▶ _Exercise requirements_: Copy each line in the data below that contains the word "shaded".

=== Begin Enclosure ===

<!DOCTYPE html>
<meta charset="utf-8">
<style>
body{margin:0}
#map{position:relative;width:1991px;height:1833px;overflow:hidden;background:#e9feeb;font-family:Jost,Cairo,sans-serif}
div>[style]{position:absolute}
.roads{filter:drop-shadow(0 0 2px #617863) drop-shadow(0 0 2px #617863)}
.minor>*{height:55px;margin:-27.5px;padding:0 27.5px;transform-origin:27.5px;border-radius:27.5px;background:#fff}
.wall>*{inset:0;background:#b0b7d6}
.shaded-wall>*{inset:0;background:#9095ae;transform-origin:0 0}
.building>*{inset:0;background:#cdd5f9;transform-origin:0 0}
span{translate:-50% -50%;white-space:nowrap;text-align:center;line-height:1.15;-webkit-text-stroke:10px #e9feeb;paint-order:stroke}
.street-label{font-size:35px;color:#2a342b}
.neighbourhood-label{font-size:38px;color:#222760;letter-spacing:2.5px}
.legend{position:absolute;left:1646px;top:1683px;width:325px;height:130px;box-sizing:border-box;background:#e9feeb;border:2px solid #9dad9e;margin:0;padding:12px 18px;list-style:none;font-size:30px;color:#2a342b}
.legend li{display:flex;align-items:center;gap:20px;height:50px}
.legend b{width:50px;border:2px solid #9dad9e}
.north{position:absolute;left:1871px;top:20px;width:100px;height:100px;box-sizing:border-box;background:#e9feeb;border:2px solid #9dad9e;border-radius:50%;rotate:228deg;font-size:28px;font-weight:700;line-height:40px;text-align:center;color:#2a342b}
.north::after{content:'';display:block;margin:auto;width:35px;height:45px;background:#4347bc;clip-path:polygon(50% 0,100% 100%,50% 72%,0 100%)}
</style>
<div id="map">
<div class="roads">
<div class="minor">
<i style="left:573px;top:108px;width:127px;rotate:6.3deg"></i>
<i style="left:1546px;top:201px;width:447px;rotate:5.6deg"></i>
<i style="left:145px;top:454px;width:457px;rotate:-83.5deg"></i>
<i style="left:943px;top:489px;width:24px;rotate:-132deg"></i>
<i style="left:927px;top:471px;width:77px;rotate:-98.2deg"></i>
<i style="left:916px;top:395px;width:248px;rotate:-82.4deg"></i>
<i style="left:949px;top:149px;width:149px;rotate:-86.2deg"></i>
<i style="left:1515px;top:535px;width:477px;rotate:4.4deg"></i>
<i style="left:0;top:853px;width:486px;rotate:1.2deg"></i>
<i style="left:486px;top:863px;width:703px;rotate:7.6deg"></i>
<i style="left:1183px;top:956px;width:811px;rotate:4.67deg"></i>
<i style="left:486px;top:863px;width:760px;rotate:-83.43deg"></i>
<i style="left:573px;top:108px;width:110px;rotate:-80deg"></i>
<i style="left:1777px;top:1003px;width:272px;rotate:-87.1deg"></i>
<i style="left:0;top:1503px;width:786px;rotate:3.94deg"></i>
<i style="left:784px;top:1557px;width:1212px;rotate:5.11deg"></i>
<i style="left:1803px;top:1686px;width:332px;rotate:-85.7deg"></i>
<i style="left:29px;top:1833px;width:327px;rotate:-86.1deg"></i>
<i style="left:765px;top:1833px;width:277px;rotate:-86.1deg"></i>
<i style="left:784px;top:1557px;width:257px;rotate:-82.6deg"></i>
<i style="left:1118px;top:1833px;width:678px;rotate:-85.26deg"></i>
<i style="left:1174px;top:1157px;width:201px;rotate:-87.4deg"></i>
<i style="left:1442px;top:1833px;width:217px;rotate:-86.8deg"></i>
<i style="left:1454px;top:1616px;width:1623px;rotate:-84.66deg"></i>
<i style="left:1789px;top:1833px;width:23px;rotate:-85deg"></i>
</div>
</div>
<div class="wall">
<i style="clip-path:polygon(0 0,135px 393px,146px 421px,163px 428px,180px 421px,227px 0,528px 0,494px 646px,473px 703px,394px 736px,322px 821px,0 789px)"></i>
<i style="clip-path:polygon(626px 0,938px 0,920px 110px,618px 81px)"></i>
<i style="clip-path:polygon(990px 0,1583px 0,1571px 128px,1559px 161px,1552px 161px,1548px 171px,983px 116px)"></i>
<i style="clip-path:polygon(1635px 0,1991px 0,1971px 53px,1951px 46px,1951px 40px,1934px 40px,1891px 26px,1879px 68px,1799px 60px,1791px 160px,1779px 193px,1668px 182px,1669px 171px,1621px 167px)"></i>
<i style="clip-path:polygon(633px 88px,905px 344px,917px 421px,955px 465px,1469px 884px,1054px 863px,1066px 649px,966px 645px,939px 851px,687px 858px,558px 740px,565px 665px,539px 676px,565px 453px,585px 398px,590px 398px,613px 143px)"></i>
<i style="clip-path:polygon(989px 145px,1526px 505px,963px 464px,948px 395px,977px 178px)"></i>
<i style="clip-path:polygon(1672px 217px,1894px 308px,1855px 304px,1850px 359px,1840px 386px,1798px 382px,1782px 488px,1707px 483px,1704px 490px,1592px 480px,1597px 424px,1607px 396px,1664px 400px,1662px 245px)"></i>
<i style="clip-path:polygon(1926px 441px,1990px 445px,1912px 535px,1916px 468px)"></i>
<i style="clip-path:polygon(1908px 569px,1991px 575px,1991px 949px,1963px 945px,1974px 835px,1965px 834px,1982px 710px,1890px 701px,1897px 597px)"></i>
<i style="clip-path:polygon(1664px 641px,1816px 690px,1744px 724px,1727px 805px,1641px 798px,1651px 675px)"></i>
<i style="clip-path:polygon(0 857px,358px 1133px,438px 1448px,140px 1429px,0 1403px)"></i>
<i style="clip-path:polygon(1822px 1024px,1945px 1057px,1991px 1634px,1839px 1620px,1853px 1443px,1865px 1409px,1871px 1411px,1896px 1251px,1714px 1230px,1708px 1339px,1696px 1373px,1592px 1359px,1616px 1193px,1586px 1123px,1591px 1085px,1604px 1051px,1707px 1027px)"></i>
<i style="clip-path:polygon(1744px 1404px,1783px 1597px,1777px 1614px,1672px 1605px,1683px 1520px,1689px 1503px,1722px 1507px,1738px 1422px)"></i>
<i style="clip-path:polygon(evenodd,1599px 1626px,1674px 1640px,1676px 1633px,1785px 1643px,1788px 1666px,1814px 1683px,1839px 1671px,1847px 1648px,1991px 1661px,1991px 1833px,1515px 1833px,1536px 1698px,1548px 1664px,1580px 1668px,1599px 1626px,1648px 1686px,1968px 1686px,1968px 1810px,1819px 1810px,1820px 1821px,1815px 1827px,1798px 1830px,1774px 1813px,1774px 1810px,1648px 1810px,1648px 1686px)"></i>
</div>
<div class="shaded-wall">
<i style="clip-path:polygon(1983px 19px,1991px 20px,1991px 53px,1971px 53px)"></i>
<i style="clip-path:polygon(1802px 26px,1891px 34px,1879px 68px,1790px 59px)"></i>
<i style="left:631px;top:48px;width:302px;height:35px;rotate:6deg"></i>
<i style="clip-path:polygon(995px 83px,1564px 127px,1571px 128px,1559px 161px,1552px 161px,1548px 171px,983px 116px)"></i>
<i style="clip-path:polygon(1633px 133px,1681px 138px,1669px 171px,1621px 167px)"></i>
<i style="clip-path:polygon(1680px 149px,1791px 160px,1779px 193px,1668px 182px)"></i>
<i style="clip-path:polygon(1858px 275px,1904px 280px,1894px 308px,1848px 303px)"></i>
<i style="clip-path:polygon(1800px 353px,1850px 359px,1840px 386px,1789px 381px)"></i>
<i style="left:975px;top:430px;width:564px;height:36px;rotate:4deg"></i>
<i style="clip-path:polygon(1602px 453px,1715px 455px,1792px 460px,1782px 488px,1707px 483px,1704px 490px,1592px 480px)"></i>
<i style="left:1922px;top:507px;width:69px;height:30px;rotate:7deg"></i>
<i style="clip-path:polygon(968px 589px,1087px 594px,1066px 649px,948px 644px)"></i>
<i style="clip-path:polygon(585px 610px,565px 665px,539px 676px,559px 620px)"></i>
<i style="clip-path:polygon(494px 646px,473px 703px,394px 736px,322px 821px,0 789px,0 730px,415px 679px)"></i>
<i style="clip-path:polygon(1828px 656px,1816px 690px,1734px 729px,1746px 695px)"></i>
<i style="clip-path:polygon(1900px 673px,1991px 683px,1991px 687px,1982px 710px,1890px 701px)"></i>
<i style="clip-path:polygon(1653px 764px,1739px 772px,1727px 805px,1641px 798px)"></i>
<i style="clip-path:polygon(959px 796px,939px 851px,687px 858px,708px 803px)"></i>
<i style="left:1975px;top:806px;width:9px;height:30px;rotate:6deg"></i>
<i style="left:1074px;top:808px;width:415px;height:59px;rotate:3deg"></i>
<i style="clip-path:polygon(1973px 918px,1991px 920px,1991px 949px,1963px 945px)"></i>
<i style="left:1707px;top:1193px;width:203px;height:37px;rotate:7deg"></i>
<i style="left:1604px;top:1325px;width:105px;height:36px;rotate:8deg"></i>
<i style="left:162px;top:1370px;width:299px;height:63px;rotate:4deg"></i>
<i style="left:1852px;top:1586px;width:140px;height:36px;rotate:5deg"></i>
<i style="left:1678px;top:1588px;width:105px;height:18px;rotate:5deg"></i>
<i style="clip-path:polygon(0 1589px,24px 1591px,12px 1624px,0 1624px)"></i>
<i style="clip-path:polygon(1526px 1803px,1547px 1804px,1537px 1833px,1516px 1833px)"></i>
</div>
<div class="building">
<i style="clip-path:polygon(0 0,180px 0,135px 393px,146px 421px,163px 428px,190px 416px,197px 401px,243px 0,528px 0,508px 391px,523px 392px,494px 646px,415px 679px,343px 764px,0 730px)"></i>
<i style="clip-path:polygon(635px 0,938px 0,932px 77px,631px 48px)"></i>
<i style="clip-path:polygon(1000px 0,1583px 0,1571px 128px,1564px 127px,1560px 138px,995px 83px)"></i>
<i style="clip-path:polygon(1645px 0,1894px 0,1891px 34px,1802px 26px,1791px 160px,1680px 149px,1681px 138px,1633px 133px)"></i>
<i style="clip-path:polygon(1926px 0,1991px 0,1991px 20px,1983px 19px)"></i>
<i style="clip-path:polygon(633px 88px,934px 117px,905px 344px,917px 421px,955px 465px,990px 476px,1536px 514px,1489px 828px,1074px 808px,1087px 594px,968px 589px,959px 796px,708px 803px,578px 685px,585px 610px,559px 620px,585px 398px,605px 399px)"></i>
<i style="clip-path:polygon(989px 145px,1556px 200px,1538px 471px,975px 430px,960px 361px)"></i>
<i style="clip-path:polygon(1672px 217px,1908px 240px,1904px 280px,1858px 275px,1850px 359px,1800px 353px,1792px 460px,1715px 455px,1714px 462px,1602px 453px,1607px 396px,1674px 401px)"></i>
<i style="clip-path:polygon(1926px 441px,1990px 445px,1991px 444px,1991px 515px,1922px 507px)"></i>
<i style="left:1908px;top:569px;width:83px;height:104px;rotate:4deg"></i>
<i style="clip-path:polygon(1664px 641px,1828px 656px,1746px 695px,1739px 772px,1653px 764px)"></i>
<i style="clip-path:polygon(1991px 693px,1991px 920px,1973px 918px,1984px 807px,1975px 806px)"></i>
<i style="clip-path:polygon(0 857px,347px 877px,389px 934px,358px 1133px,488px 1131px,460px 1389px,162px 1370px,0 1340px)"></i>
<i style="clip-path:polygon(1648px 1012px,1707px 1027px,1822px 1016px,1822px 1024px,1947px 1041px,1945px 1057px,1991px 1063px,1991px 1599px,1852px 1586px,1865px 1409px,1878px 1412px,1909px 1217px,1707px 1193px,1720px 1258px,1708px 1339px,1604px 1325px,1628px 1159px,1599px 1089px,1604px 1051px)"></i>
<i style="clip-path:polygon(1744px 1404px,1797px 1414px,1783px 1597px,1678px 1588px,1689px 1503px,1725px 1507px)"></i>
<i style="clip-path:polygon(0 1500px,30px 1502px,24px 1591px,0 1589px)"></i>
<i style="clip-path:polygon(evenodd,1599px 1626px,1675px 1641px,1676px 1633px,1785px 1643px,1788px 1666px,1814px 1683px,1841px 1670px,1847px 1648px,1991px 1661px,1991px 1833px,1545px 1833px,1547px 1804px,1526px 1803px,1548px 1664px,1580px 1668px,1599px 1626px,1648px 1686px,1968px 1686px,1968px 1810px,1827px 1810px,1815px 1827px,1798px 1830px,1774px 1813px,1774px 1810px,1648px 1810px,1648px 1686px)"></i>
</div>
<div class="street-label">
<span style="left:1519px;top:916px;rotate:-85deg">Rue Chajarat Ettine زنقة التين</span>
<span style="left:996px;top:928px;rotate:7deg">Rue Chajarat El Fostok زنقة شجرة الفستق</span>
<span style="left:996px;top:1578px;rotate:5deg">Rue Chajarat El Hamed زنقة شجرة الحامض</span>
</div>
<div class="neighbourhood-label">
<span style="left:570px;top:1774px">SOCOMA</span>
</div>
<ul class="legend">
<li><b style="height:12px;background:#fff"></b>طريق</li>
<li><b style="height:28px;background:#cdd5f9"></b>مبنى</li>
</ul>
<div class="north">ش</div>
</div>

=== End Enclosure ===

▶ _Answer for the task_:
.shaded-wall>*{inset:0;background:#9095ae;transform-origin:0 0}
<div class="shaded-wall">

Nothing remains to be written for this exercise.